## WHAT IS NEEDED
Go line by line through the data and copy those with the word "bounding".

──────── DATA FOR REVIEW

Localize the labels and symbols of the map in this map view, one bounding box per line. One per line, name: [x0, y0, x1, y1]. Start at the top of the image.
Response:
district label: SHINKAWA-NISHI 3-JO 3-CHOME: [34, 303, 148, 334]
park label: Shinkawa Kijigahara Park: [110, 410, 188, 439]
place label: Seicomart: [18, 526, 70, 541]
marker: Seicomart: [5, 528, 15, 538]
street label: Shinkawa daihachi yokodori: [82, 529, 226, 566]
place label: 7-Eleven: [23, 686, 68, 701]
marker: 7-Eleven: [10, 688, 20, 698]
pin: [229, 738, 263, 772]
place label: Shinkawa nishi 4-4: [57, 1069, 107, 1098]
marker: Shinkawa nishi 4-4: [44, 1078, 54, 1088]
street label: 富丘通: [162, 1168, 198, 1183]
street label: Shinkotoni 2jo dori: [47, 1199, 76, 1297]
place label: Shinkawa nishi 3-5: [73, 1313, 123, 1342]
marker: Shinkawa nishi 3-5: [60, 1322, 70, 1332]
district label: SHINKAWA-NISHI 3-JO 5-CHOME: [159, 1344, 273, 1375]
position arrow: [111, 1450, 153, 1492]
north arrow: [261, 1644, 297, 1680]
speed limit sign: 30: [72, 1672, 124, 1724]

────────────────
──────── DATA FOR REVIEW

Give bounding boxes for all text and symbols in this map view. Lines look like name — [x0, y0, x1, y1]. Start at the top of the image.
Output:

────────────────

## COMPLETED EXERCISE
Localize the labels and symbols of the map in this map view, one bounding box per line. One per line, name: [x0, y0, x1, y1]. Start at the top of the image.
Give bounding boxes for all text and symbols in this map view. Lines look like name — [x0, y0, x1, y1]. Start at the top of the image.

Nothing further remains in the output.